David Carrillo-Rangel, is a PhD Fellow at the unversity of Bergen. His dissertation is titled 'Performing Visions: Queer Visionary Discourses, Materiality and Authority in Birgitta of Sweden’s Revelations in the 14th and 15th Centuries', in which he applies queer theory to manuscript studies. He has published various articles on Medieval Spirituality, Comparative Literature and circulation of manuscripts as circulation of knowledge.  He has co-edited the volumes Sensual and Sensory Experiences in the Middle Ages (Cambridge Scholar Publishing: 2017) and Touching, Devotional Practices and Visionary Experiences in the Late Middle Ages (London: Palgrave Macmillan forthcoming), to which he has also contributed with the essay “Inside the Frame: The Making of Queer Visionary Discourses”.  His research interests range from Medieval Latin, Cultural Analysis, Manuscript Studies to Queer Studies. He has a special interest in research dissemination and has been involved in different activities to engage both with contemporary culture and a broader audience.

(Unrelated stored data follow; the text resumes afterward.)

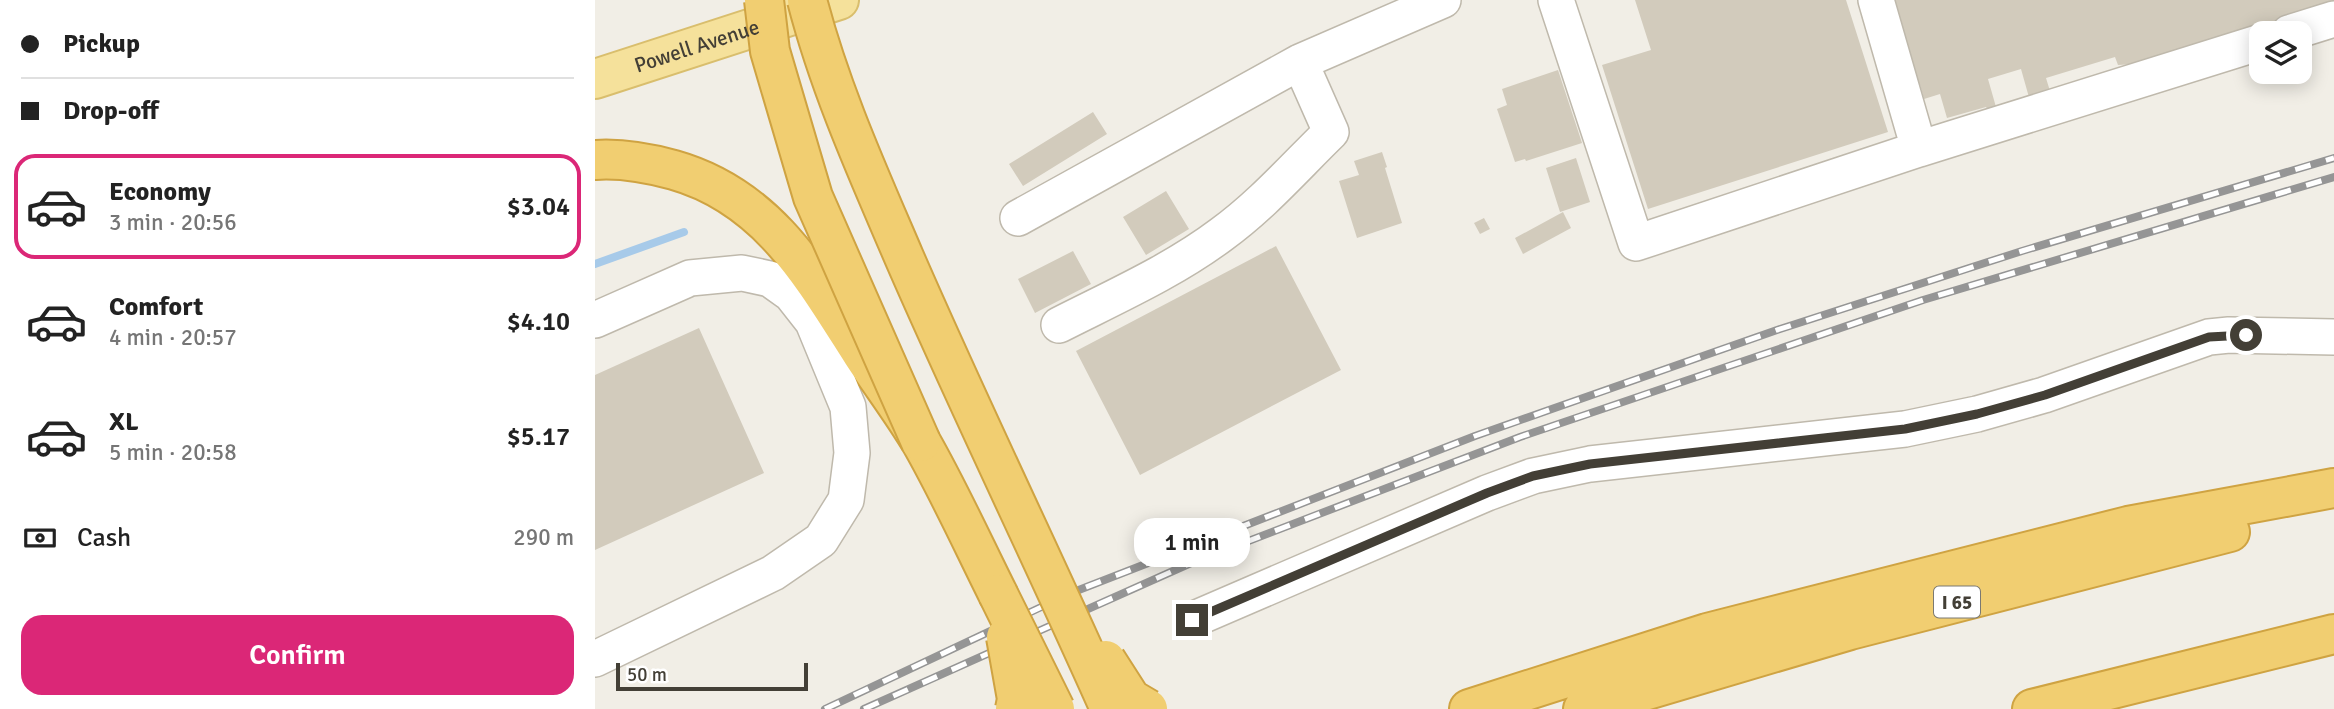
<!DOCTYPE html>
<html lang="en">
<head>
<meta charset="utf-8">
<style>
	:root { --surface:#fff; --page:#f2f2f2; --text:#222; --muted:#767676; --line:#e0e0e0; --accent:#db2777 }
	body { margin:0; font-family:Signika,sans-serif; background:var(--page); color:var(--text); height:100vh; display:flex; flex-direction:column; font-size:26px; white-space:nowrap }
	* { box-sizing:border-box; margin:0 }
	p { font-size:23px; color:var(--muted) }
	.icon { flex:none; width:38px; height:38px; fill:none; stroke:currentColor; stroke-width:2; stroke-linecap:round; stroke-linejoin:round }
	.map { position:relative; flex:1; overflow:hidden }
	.drawer { display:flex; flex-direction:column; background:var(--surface); width:595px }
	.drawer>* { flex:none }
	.top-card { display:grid; align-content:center; height:154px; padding:0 21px; background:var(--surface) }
	.controls { position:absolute; left:1654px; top:21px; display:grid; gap:14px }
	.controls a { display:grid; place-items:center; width:63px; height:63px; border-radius:14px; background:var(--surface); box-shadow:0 4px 18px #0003; font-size:35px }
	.scale { position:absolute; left:21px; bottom:18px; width:192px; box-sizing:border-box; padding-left:7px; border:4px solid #433f36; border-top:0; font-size:19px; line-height:24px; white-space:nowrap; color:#433f36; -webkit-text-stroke:5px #fff; paint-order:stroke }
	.end { position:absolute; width:32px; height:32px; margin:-16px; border:9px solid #433f36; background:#fff; box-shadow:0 0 0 4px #fff }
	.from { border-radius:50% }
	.bubble { position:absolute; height:49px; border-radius:21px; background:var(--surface); box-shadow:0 4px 18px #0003; font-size:23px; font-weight:600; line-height:49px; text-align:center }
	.top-card b { display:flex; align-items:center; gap:24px; height:66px; font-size:26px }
	.top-card b+b { border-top:2px solid var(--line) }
	.top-card i { width:18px; height:18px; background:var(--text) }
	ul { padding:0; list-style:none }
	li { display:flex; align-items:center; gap:21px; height:105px; margin:0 14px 10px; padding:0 7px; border:4px solid transparent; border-radius:21px }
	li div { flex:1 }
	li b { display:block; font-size:26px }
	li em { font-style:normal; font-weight:600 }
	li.current { border-color:var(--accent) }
	li>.icon { width:63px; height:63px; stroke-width:1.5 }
	.pay { display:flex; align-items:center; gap:18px; height:77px; padding:0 21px; font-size:26px }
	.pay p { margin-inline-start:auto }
	.button { display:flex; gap:14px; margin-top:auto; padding:14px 21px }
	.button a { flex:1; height:80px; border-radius:21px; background:var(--accent); color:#fff; font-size:28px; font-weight:600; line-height:80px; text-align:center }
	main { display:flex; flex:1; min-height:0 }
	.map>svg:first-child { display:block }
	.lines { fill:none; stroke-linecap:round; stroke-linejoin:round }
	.stream { stroke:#a7cae9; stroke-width:8 }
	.building { fill:#d2cbbc }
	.minor-casing { stroke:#bfb9ac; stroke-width:38 }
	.major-casing { stroke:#d9be6d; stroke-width:42 }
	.highway-casing { stroke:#cfa342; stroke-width:42 }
	.minor { stroke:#fff; stroke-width:35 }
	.major { stroke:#f5e19b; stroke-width:38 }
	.highway { stroke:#f1ce71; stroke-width:38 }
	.rail-casing { stroke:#959595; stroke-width:8 }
	.rail { stroke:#fff; stroke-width:5; stroke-dasharray:16; stroke-linecap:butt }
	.highway-bridge-casing { stroke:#cfa342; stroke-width:42; stroke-linecap:butt }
	.highway-bridge { stroke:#f1ce71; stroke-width:38 }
	.route { stroke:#433f36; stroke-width:9 }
	.labels { text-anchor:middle; stroke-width:7; stroke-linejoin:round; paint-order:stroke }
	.shield { fill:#fff; stroke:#7b7972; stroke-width:2 }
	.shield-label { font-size:19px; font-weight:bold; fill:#433f36 }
	.street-label { font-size:21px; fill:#433f36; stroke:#fff }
</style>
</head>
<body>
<main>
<section class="drawer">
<div class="top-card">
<b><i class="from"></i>Pickup</b>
<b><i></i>Drop-off</b>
</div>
<ul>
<li class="current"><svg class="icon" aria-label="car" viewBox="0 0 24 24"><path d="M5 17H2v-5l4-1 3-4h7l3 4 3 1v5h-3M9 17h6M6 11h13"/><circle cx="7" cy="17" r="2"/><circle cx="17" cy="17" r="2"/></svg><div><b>Economy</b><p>3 min · 20:56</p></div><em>$3.04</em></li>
<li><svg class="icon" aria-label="car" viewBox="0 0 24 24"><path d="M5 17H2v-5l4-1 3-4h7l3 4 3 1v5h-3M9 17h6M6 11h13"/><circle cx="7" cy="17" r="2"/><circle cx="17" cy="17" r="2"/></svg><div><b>Comfort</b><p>4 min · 20:57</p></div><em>$4.10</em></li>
<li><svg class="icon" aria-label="car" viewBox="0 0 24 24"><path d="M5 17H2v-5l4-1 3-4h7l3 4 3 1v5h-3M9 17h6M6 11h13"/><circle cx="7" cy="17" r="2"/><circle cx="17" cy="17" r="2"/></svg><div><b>XL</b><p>5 min · 20:58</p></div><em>$5.17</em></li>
</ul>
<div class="pay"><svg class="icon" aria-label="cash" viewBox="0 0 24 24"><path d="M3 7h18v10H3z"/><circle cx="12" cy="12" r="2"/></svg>Cash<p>290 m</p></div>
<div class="button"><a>Confirm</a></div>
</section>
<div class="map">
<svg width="1739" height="709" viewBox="0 0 1739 709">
	<rect width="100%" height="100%" fill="#f1eee6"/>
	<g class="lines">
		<path class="stream" d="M 0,264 L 89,232"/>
	</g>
	<path class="building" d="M 1040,0 L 1251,0 L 1293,132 L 1053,209 L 1007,65 L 1056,50 Z
		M 1297,0 L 1739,0 L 1739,5 L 1540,64 L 1523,65 L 1520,57 L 1451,78 L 1458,101 L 1437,108 L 1426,69 L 1393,79 L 1401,107 L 1393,110 L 1391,107 L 1352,118 L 1345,94 L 1329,99 L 1325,85 L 1323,86 Z
		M 963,70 L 987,143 L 931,161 L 930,159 L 920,162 L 902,109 L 912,105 L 907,89 Z
		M 498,112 L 512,134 L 428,186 L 414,164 Z
		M 787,152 L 792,167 L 790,168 L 807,223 L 762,238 L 744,181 L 764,175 L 759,161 Z
		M 981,158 L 995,202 L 965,212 L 951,168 Z
		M 571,191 L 594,229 L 551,255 L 528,217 Z
		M 968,212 L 976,228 L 928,254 L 920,238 Z
		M 889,218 L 895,229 L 885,234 L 879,223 Z
		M 681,246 L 746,370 L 545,475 L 481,351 Z
		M 478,251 L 496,284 L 440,313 L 423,279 Z
		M 104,328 L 169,473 L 0,550 L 0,375 Z"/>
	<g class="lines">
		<g class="minor-casing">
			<path id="minor" d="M 961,0 L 1041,243 L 1324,149 L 1281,0
				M 1694,33 L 1739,19
				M 1324,149 L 1666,42
				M 423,218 L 705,62 L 848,0
				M 0,320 L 95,278 L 147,273 L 175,279 L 196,294 L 218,322 L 253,407 L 257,453 L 251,500 L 226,540 L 178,573 L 0,659
				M 464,325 C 519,297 578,271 627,234 C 667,205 700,167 736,132 L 705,62
				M 597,620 L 892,493 L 938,476 L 995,464 L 1310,429 L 1382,414 L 1449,395 L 1614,337 L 1634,335 L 1739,337"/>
		</g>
		<g class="major-casing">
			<g id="major">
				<path id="s1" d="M 0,79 L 244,0"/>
			</g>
		</g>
		<g class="highway-casing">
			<path id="highway" d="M 0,160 C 27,158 53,163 79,170 C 174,197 217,276 267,354 C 286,383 308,412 326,442 C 354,491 378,544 403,594
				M 874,709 L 1112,633 L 1533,526 L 1739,488
				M 988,709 L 1255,630 L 1635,532
				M 1437,709 L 1739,634"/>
		</g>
		<use href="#minor" class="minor"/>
		<use href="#major" class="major"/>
		<use href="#highway" class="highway"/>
		<g class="rail-casing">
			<path id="rail" d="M 230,709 L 476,593 L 880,436 L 1182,330 L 1427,251 L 1739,158
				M 269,709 L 596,563 L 925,437 L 1328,300 L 1739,177"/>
		</g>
		<use href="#rail" class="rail"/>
		<g class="highway-bridge-casing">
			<path id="highway-bridge" d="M 169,0 L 175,51 L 218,197 L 326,442
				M 212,0 C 235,89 273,173 309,257 C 375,409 448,558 515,709
				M 403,594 L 460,709
				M 411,637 L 422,699 L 420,709
				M 511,660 L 536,699 L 553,709"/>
		</g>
		<use href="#highway-bridge" class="highway-bridge"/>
	</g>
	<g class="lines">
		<path class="route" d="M 597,620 L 892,493 L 938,476 L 995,464 L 1310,429 L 1382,414 L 1450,395 L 1614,337 L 1651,335"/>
	</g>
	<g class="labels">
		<rect class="shield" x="1339" y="586.5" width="46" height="31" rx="5"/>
		<g class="shield-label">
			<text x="1362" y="609">I 65</text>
		</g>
		<g class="street-label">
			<text dy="7" stroke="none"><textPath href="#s1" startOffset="107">Powell Avenue</textPath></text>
		</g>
	</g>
</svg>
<div class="controls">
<a><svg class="icon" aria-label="layers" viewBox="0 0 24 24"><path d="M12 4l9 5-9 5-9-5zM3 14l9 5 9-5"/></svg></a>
</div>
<div class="scale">50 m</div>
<i class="end from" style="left:1651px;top:335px"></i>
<i class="end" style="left:597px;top:620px"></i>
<div class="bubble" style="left:539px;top:518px;width:116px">1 min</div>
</div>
</main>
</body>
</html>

Kristian Reinfjord is an archaeologist and PhD candidate in art history at the Department of Linguistic, Literary and Aesthetic Studies where he is researching Norwegian medieval architecture. His work examines the organization of stone technology and the political use of architecture among ecclesiastical elites in Eastern Norway. Reinfjord is currently on sabbatical leave from his position as section leader and curator at the Anno museum in the department of Domkirkeodden in Hamar to undertake his research. His interests are building archeology, architectural history and building customs.





Rebeca Franco Valle is a PhD Candidate in Viking Age Archaeology and Art History at the Department of Archaeology, History, Cultural Studies and Religion, at The University of Bergen. Her PhD project investigates the technological and cultural developments which produced the stylistic shifts creating what we know today as Mammen and Ringerike styles during the Late Viking Age.


Maria Luiza Pietraszek (MA, Art History) is a research assistant for Art History at The Univeristy of Bergen.